• Task to carry out:
Return all lines from the listing below that include the word "green".
____________________
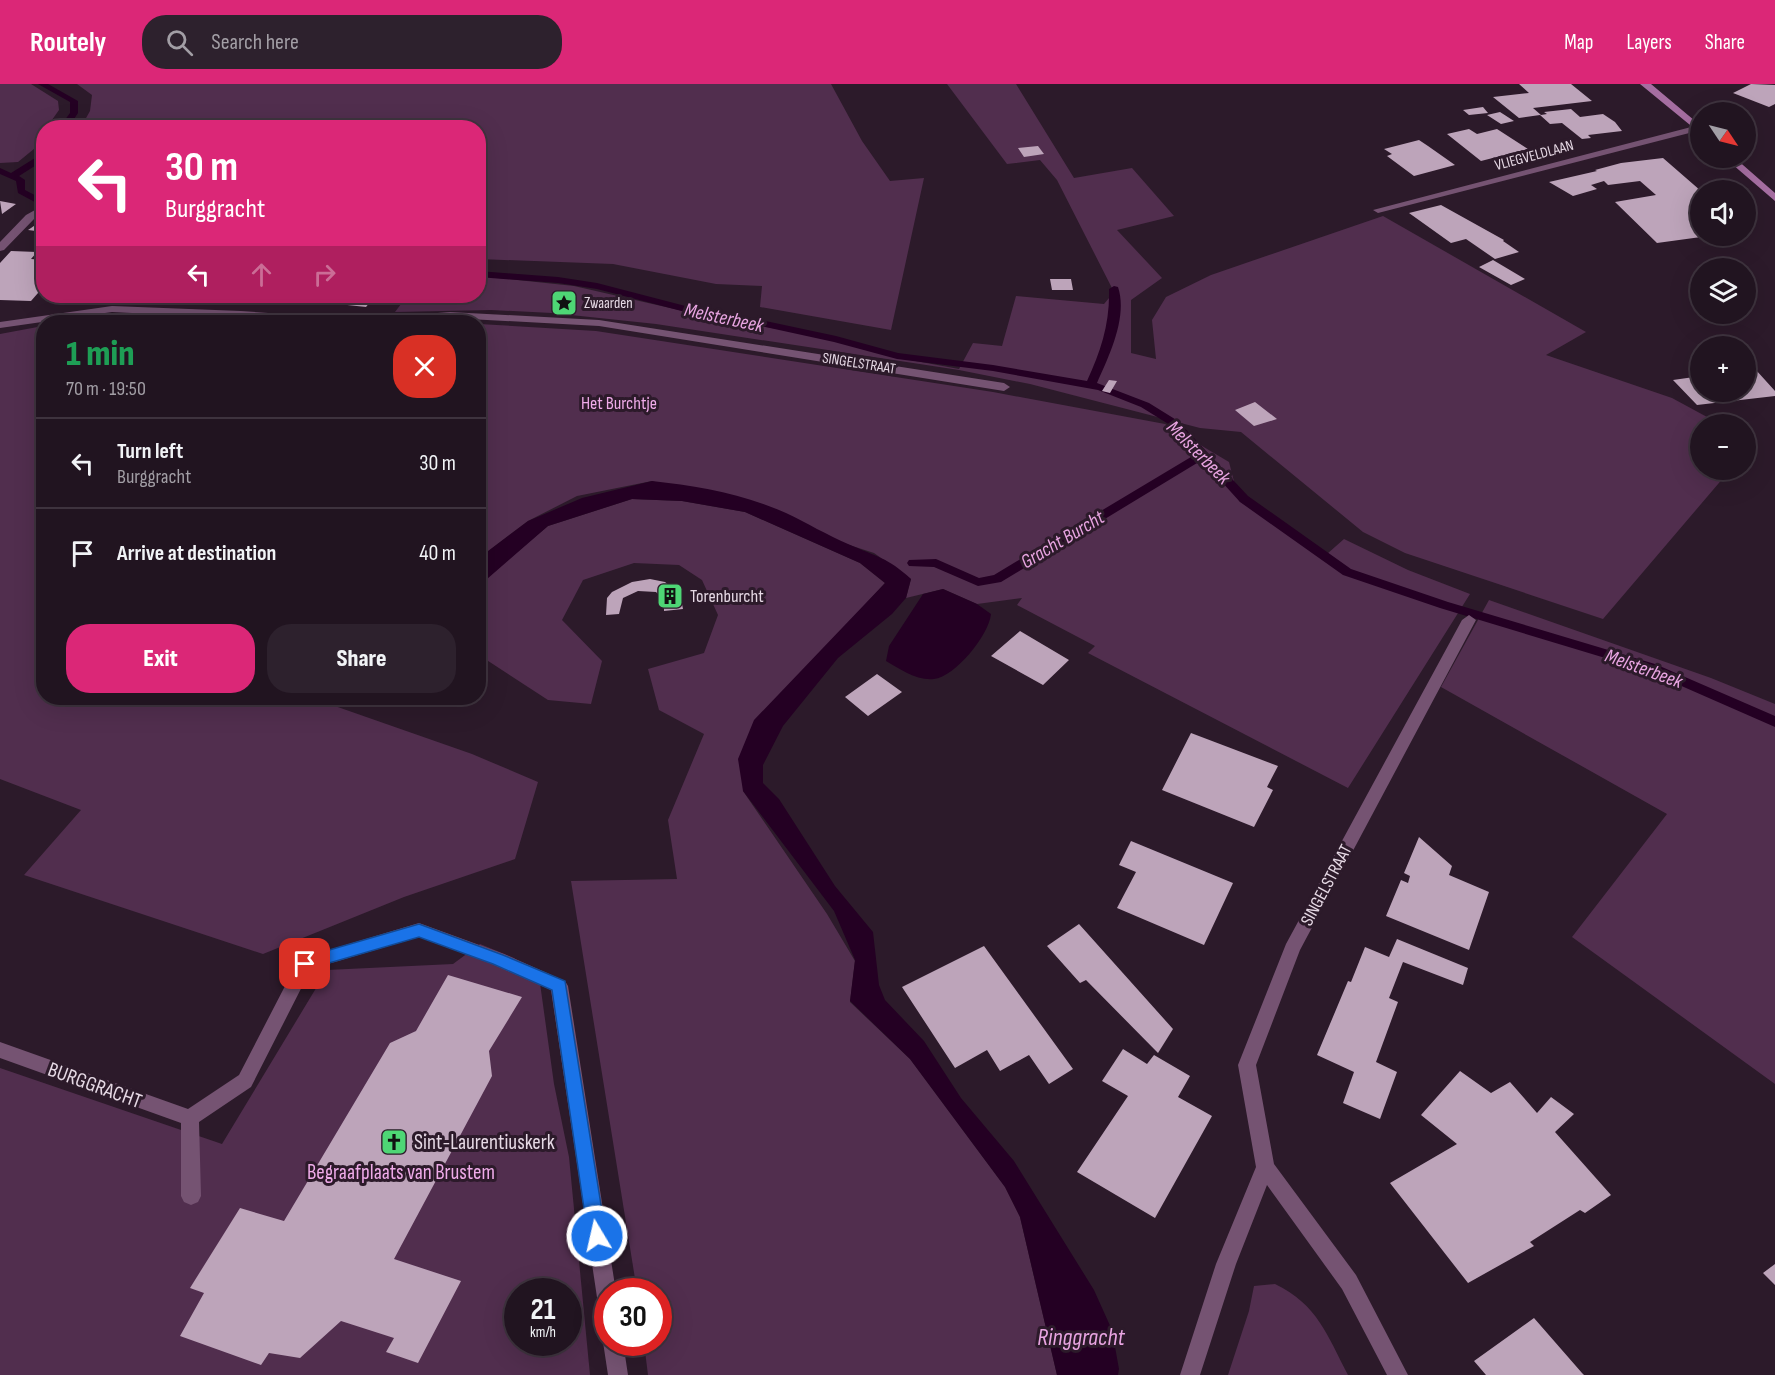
<!DOCTYPE html>
<html lang="en">
<head>
<meta charset="utf-8">
<style>
	body { margin:0; font-family:"Sofia Sans Condensed",sans-serif; background:#2d212d; color:#f1f3f6; height:100vh; display:flex; flex-direction:column; font-size:22px; white-space:nowrap }
	* { box-sizing:border-box; margin:0 }
	p { font-size:20px; color:#a29ea5 }
	.icon { flex:none; width:33px; height:33px; fill:none; stroke:currentColor; stroke-width:2; stroke-linecap:round; stroke-linejoin:round }
	.map { position:relative; flex:1; overflow:hidden }
	.side { position:absolute; left:36px; top:231px; width:450px; height:390px; display:flex; flex-direction:column; background:#211420; border-radius:24px; box-shadow:0 6px 24px #0002,0 0 0 2px #3e333e }
	.side>* { flex:none }
	.hud { position:absolute; left:36px; top:36px; width:450px; height:183px; border-radius:24px; box-shadow:0 6px 24px #0002,0 0 0 2px #3e333e; background:#db2777; color:#fff; overflow:hidden }
	.needle { width:39px; rotate:125deg }
	.fabs { position:absolute; left:1690px; top:18px; display:grid; gap:12px }
	.fabs a { display:grid; place-items:center; width:66px; height:66px; border-radius:50%; background:#211420; box-shadow:0 6px 24px #0002,0 0 0 2px #3e333e; font-size:30px }
	.speed { position:absolute; left:504px; top:1194px; display:flex; gap:12px; font-size:30px; font-weight:700; text-align:center }
	.speed>* { display:grid; place-content:center; width:78px; height:78px; border-radius:50%; background:#211420; box-shadow:0 6px 24px #0002,0 0 0 2px #3e333e; line-height:1 }
	.speed small { font-size:15px; font-weight:400 }
	.speed .limit { border:9px solid #d22; background:#fff; color:#111 }
	.pin { position:absolute; display:grid; place-items:center; width:51px; height:51px; color:#fff; margin:-26px; border-radius:12px; box-shadow:0 3px 9px #0006 }
	.me { position:absolute; width:66px; margin:-33px; rotate:351deg; stroke-linejoin:round; filter:drop-shadow(0 0 4px #0008) }
	.turn { display:flex; align-items:center; gap:21px; height:126px; padding:0 30px; font-size:27px }
	.turn .icon { width:78px; height:78px; stroke-width:2.5 }
	.turn b { display:block; font-size:42px; line-height:51px }
	.lanes { display:flex; align-items:center; height:57px; padding:0 30px; background:#0003; justify-content:center; gap:30px; direction:ltr }
	.lanes .off { opacity:.35 }
	.round { display:grid; place-items:center; flex:none; width:63px; height:63px; border-radius:24px; background:#2d212d }
	.head { display:flex; align-items:center; justify-content:space-between; height:102px; padding:0 30px }
	h1 { font-size:36px; font-weight:800; line-height:45px; color:#1e9e55 }
	.cta { display:flex; gap:12px; margin-top:auto; padding:12px 30px }
	.cta a { flex:1; height:69px; border-radius:24px; background:#db2777; color:#fff; font-size:24px; font-weight:800; line-height:69px; text-align:center }
	.cta a+a { background:#2d212d; color:#f1f3f6 }
	ul { padding:0; list-style:none }
	li { display:flex; align-items:center; gap:18px; height:90px; padding:0 30px; border-top:2px solid #3e333e }
	li div { flex:1 }
	li b { display:block; font-size:22px }
	li em { font-style:normal }
	header { display:flex; align-items:center; gap:36px; box-sizing:border-box; height:84px; padding:0 30px; background:#db2777; color:#fff }
	header strong { font-size:28px }
	nav { display:flex; gap:33px; margin-inline-start:auto; font-size:21px }
	.search { width:420px; height:54px; background:#2d212d; display:flex; align-items:center; gap:15px; box-sizing:border-box; padding:0 21px; border-radius:24px; color:#a29ea5; font-size:22px }
	.map>svg:first-child { display:block }
	.green { fill:#512e4e; fill-rule:evenodd }
	.water { fill:#240023 }
	.lines { fill:none; stroke-linecap:round; stroke-linejoin:round }
	.stream { fill:#240023; fill-rule:evenodd }
	.building { fill:#bda4ba }
	.lane { fill:#755372; fill-rule:evenodd }
	.street { fill:#755372; fill-rule:evenodd }
	.secondary { fill:#a56ea1; fill-rule:evenodd }
	.route { fill:#1a73e8; stroke:#114b97; stroke-width:1.5 }
	.labels { text-anchor:middle; stroke-width:6; stroke-linejoin:round; paint-order:stroke }
	.far-street-label { font-size:15px; fill:#e6d9e5; stroke:#2c1a2a }
	.far-poi-label { font-size:15px; fill:#e6d9e5; stroke:#2c1a2a; text-anchor:start }
	.park-label { font-size:18px; fill:#efabe9; stroke:#2c1a2a }
	.poi-label { font-size:18px; fill:#e6d9e5; stroke:#2c1a2a; text-anchor:start }
	.street-label { font-size:18px; fill:#e6d9e5; stroke:#2c1a2a }
	.water-label { font-size:20px; font-style:italic; fill:#e8a4e1; stroke:#2c1a2a }
	.near-street-label { font-size:21px; fill:#e6d9e5; stroke:#2c1a2a }
	.near-poi-label { font-size:21px; fill:#e6d9e5; stroke:#2c1a2a; text-anchor:start }
	.near-park-label { font-size:21px; fill:#efabe9; stroke:#2c1a2a }
	.near-water-label { font-size:24px; font-style:italic; fill:#e8a4e1; stroke:#2c1a2a }
</style>
</head>
<body>
<header>
<strong>Routely</strong>
<div class="search"><svg class="icon" aria-label="search" viewBox="0 0 24 24"><circle cx="10" cy="10" r="6"/><path d="M15 15l6 6"/></svg>Search here</div>
<nav><a>Map</a><a>Layers</a><a>Share</a></nav>
</header>
<div class="map">
<svg width="1775" height="1291" viewBox="0 0 1775 1291">
	<rect width="100%" height="100%" fill="#2c1a2a"/>
	<path class="green" d="M0,0H31L58,17L59,26L47,43L44,44L40,60L18,78L0,79Z
		M77,0H831L862,57L890,97L924,94L891,246L760,223L762,202L716,200L613,180L479,175L478,44L81,43L90,27L92,11Z
		M947,0H1016L1074,94L1132,84L1174,132L1117,146L1162,194L1131,216V269L1156,275L1152,236L1166,213L1211,191L1383,132L1586,248L1546,271L1672,314L1720,340H1701V386H1730L1603,535L1405,469L1363,448L1241,348L1200,344L1030,300L959,286L656,240L552,229L491,226L395,228L407,212H478L479,192L574,202L705,232L822,253L894,273L959,285L973,259L1002,262L1016,212L1104,220L1114,208L1057,96L1040,76L1007,80Z
		M115,233L211,238H68Z
		M479,240L596,247L993,308L1165,340L1229,378L1239,417L1327,470L1344,455L1408,486L1470,510L1348,704L1088,569L1095,562L1017,521L1022,514L977,520L943,505L906,514L911,495L874,469L652,397L577,412L528,437L479,474Z
		M43,242L44,614H312L472,670L538,698L515,775L404,813L263,870L24,791L81,726L0,695V250Z
		M632,415L682,417L745,428L860,479L885,499L832,557L743,707L827,830L855,877L850,918L910,975L1005,1103L1020,1133L1057,1291H648L644,1259L658,1258V1208L637,1207L571,797L677,795L668,736L704,650L659,626L648,585L704,569L718,531L702,496L679,481L634,479L583,496L562,536L602,577L591,620L548,616L479,571L478,502L481,498L548,442Z
		M1489,516L1711,594L1775,620V1000L1572,853L1667,730L1441,603Z
		M480,860L514,874L539,892L554,1000L569,1073L590,1291H0V984L222,1060L327,886L453,880ZM518,1208H568V1258H518Z
		M1275,1200C1318,1221 1327,1251 1348,1291H1228L1249,1227L1254,1202Z"/>
	<path class="water" d="M652,397C698,402 744,410 786,429C807,439 827,451 848,460C877,473 887,473 911,495L906,514L892,530L838,574L783,642L763,681V699L779,715L835,802L873,848L879,901L885,916L924,957L961,1014L1014,1077L1094,1206L1112,1246L1119,1285L1118,1291H1057L1020,1133L1005,1103L910,975L850,917L855,876L834,827L743,707L738,675L754,636L885,499L860,479L745,428L682,417L632,415L548,442L479,502V474L528,437L582,414Z
		M943,505L977,520L991,530C989,551 955,593 934,595C917,597 900,585 886,577L889,562L923,510Z"/>
	<g class="lines">
		<path class="stream" d="M38,0H48L78,17V29L68,44H59L70,29V18Z
			M44,65V75L41,78L19,92L25,96V106L44,116V123L18,109L16,97L0,90V84L11,89L35,74Z
			M478,187L558,193L597,199L720,231L756,235L836,252L898,269L993,281L1087,297C1101,267 1110,239 1109,205L1114,202L1118,203C1128,233 1109,272 1097,299L1149,319L1178,337L1248,412L1351,485L1448,518L1655,580L1775,632V643L1645,586L1440,524L1343,491L1240,418L1202,376L1001,498L978,502L934,483L909,482L907,479L909,476L936,475L979,494L994,491L1196,370L1170,341L1141,323L1098,306L993,287L897,275L834,258L756,241L720,237L597,205L558,199L478,193Z"/>
	</g>
	<path class="building" d="M1519,0H1571L1592,17L1533,24L1541,31L1547,30L1544,28L1571,25L1580,33L1603,30L1615,38L1622,47L1588,51L1591,54L1582,55L1562,39L1550,40L1540,31L1519,34L1493,13L1529,9Z
		M1751,0L1775,1V20L1769,23L1733,9Z
		M1483,23L1488,29L1469,31L1463,26Z
		M1500,28L1514,37L1501,40L1487,31Z
		M1469,45L1477,50L1497,45L1528,65L1481,77L1447,50Z
		M1419,56L1428,62L1455,81L1414,92L1387,72L1392,70L1384,65Z
		M1038,62L1044,70L1024,73L1018,64Z
		M1663,74L1701,107V153L1657,159L1615,118L1656,111L1640,97L1608,101L1604,97L1591,101L1597,105L1573,112L1549,98L1597,87L1595,86L1621,79Z
		M0,117L16,120L2,130Z
		M1441,121L1504,156L1503,157L1519,168L1495,175L1466,155L1451,159L1409,129Z
		M44,135V148L28,146L31,144Z
		M11,167L37,168L31,175L44,176V209H38L31,217L0,216V179Z
		M1493,176L1525,195L1511,201L1479,183Z
		M1050,195H1071L1073,206H1052Z
		M345,212H375L366,223L338,220Z
		M1756,286L1775,307V312L1697,321L1673,296L1701,292V308H1746V287Z
		M1109,296L1117,297L1110,309L1102,307Z
		M1255,318L1277,335L1254,342L1235,326Z
		M650,495L665,498L680,510L683,525L664,527V516L656,508L638,507L623,514L619,530L606,531L607,514L612,508L632,498Z
		M1020,547L1069,576L1043,601L991,572Z
		M877,590L902,608L868,632L845,613Z
		M1191,649L1278,682L1267,703L1273,706L1254,743L1162,706Z
		M1419,753L1452,782L1449,791L1489,808L1469,866L1386,832L1401,796L1408,799L1410,792L1404,789Z
		M1131,757L1233,799L1204,861L1117,824L1136,788L1119,781Z
		M1079,840L1173,945L1158,969L1086,896L1080,899L1047,862Z
		M1397,855L1468,884L1463,901L1403,878L1389,914L1398,918L1376,978L1397,988L1380,1035L1343,1019L1354,988L1317,971L1348,897L1351,898L1365,863L1389,873Z
		M984,862L1073,985L1049,1000L1029,971L1000,987L987,966L955,984L902,903Z
		M448,891L522,913L489,967L492,992L394,1175L461,1197L418,1279L386,1268L394,1254L341,1237L300,1274L269,1269L261,1281L180,1252L204,1209L190,1204L240,1124L284,1137L390,959L416,947Z
		M1123,965L1147,980L1154,971L1190,992L1178,1013L1212,1032L1155,1134L1077,1088L1128,1012L1102,997Z
		M1460,987L1491,1009L1510,998L1537,1029L1551,1013L1574,1030L1555,1048L1611,1111L1585,1129L1580,1126L1530,1158L1534,1162L1468,1199L1390,1099L1457,1060L1421,1031Z
		M1775,1180V1201L1763,1189Z
		M1534,1234L1582,1289L1584,1291H1486L1474,1277Z"/>
	<g class="lines">
		<path class="lane" d="M44,121V128L34,135L4,166L0,167V158L26,131Z"/>
		<path class="street" d="M1695,42H1701V46L1378,129L1373,126Z
			M112,222L241,227L353,235L358,238L364,235L450,228L599,236L1004,299L1010,303L1004,307L599,242L450,234L400,238H312L112,228L0,244V238Z
			M1469,531L1476,536L1300,866L1256,981L1274,1080L1356,1191L1408,1291H1387L1342,1205L1267,1101L1236,1180L1200,1291H1180L1216,1180L1256,1083L1238,981L1286,860L1462,536Z
			M419,839L504,870L565,897L568,902L616,1208H608V1230L601,1227L598,1220L551,906L492,880L419,853L311,885L251,1003L199,1038L201,1112L198,1118L191,1121L184,1118L181,1112V1039L0,974V958L188,1025L239,991L299,875Z
			M608,1250V1258H623L628,1291H608L603,1258Z"/>
		<path class="secondary" d="M1640,0H1651L1701,42V50Z
			M1725,74H1735L1775,109V117Z"/>
	</g>
	<path class="route" d="M419,840L503,871L565,897L606,1152L603,1158L597,1160L591,1158L588,1152L552,906L493,880L419,853L305,886L300,885L297,880L300,875L305,873Z"/>
	<defs>
		<g id="sight-square" transform="scale(1.35)"><rect x="-9" y="-9" width="18" height="18" rx="4" fill="#4ed675" stroke="#2c1a2a"/><path d="M0-6L1.8-2.2L6-1.7L2.9 1.2L3.7 5.4L0 3.3L-3.7 5.4L-2.9 1.2L-6-1.7L-1.8-2.2Z" fill="#111"/></g>
		<g id="building-square" transform="scale(1.35)"><rect x="-9" y="-9" width="18" height="18" rx="4" fill="#4ed675" stroke="#2c1a2a"/><path d="M-4-6H4V6H1V3H-1V6H-4ZM-2.5-4.3h1.7v1.8h-1.7ZM.8-4.3h1.7v1.8H.8ZM-2.5-1h1.7V.8h-1.7ZM.8-1h1.7V.8H.8Z" fill="#111"/></g>
		<g id="church-square" transform="scale(1.35)"><rect x="-9" y="-9" width="18" height="18" rx="4" fill="#4ed675" stroke="#2c1a2a"/><path d="M-1.2-6h2.4v3.5h3.3v2.4h-3.3V6h-2.4V-.1h-3.3v-2.4h3.3Z" fill="#111"/></g>
	</defs>
	<g fill-rule="evenodd">
		<use href="#sight-square" x="564" y="219"/>
		<use href="#building-square" x="670" y="512"/>
		<use href="#church-square" x="394" y="1058"/>
	</g>
	<g class="labels">
		<g class="far-street-label">
			<text transform="translate(1534 71) rotate(-15)" y="5">VLIEGVELDLAAN</text>
			<text transform="translate(859 279) rotate(9)" y="5">SINGELSTRAAT</text>
		</g>
		<g class="far-poi-label">
			<text x="584" y="224">Zwaarden</text>
		</g>
		<g class="park-label">
			<text x="619" y="325">Het Burchtje</text>
		</g>
		<g class="poi-label">
			<text x="690" y="518">Torenburcht</text>
		</g>
		<g class="street-label">
			<text transform="translate(1326 801) rotate(-62)" y="6">SINGELSTRAAT</text>
		</g>
		<g class="water-label">
			<text transform="translate(724 233) rotate(12)" y="7">Melsterbeek</text>
			<text transform="translate(1199 368) rotate(45)" y="7">Melsterbeek</text>
			<text transform="translate(1062 455) rotate(-31)" y="7">Gracht Burcht</text>
			<text transform="translate(1644 584) rotate(20)" y="7">Melsterbeek</text>
		</g>
		<g class="near-street-label">
			<text transform="translate(95 1001) rotate(20)" y="7">BURGGRACHT</text>
		</g>
		<g class="near-poi-label">
			<text x="414" y="1065">Sint-Laurentiuskerk</text>
		</g>
		<g class="near-park-label">
			<text x="401" y="1095">Begraafplaats van Brustem</text>
		</g>
		<g class="near-water-label">
			<text x="1081" y="1261">Ringgracht</text>
		</g>
	</g>
</svg>
<div class="fabs">
<a><svg class="needle" viewBox="-14 -14 28 28"><path d="M0-13l5 13h-10z" fill="#e53935"/><path d="M0 13l5-13h-10z" fill="#a29ea5"/></svg></a>
<a><svg class="icon" aria-label="sound" viewBox="0 0 24 24"><path d="M4 9h4l5-4v14l-5-4H4zM17 9q2 3 0 6"/></svg></a>
<a><svg class="icon" aria-label="layers" viewBox="0 0 24 24"><path d="M12 4l9 5-9 5-9-5zM3 14l9 5 9-5"/></svg></a>
<a>+</a>
<a>−</a>
</div>
<div class="speed"><div>21<small>km/h</small></div><div class="limit">30</div></div>
<div class="pin" style="left:305px;top:880px;background:#d93025"><svg class="icon" aria-label="arrive" viewBox="0 0 24 24"><path d="M6 21V4h12l-3 4 3 4H6"/></svg></div>
<svg class="me" style="left:597px;top:1152px" viewBox="-20 -20 40 40"><circle r="17" fill="#1a73e8" stroke="#fff" stroke-width="3"/><path d="M0-11L8 9 0 5-8 9z" fill="#fff"/></svg>
<div class="hud">
<div class="turn"><svg class="icon" aria-label="left" viewBox="0 0 24 24"><path d="M17 20v-9H6M10 6l-5 5 5 5"/></svg><div><b>30 m</b>Burggracht</div></div>
<div class="lanes"><svg class="icon" aria-label="left" viewBox="0 0 24 24"><path d="M17 20v-9H6M10 6l-5 5 5 5"/></svg><svg class="icon off" aria-label="ahead" viewBox="0 0 24 24"><path d="M12 20V5M6 11l6-6 6 6"/></svg><svg class="icon off" aria-label="right" viewBox="0 0 24 24"><path d="M7 20v-9h11M14 6l5 5-5 5"/></svg></div>
</div>
<section class="side">
<div class="head"><div><h1>1 min</h1><p>70 m · 19:50</p></div><a class="round" style="background:#d93025;color:#fff"><svg class="icon" aria-label="close" viewBox="0 0 24 24"><path d="M6 6l12 12M18 6L6 18"/></svg></a></div>
<ul>
<li><svg class="icon" aria-label="left" viewBox="0 0 24 24"><path d="M17 20v-9H6M10 6l-5 5 5 5"/></svg><div><b>Turn left</b><p>Burggracht</p></div><em>30 m</em></li>
<li><svg class="icon" aria-label="arrive" viewBox="0 0 24 24"><path d="M6 21V4h12l-3 4 3 4H6"/></svg><div><b>Arrive at destination</b></div><em>40 m</em></li>
</ul>
<div class="cta"><a>Exit</a><a>Share</a></div>
</section>
</div>
</body>
</html>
____________________
• Answer box:
	.green { fill:#512e4e; fill-rule:evenodd }
	<path class="green" d="M0,0H31L58,17L59,26L47,43L44,44L40,60L18,78L0,79Z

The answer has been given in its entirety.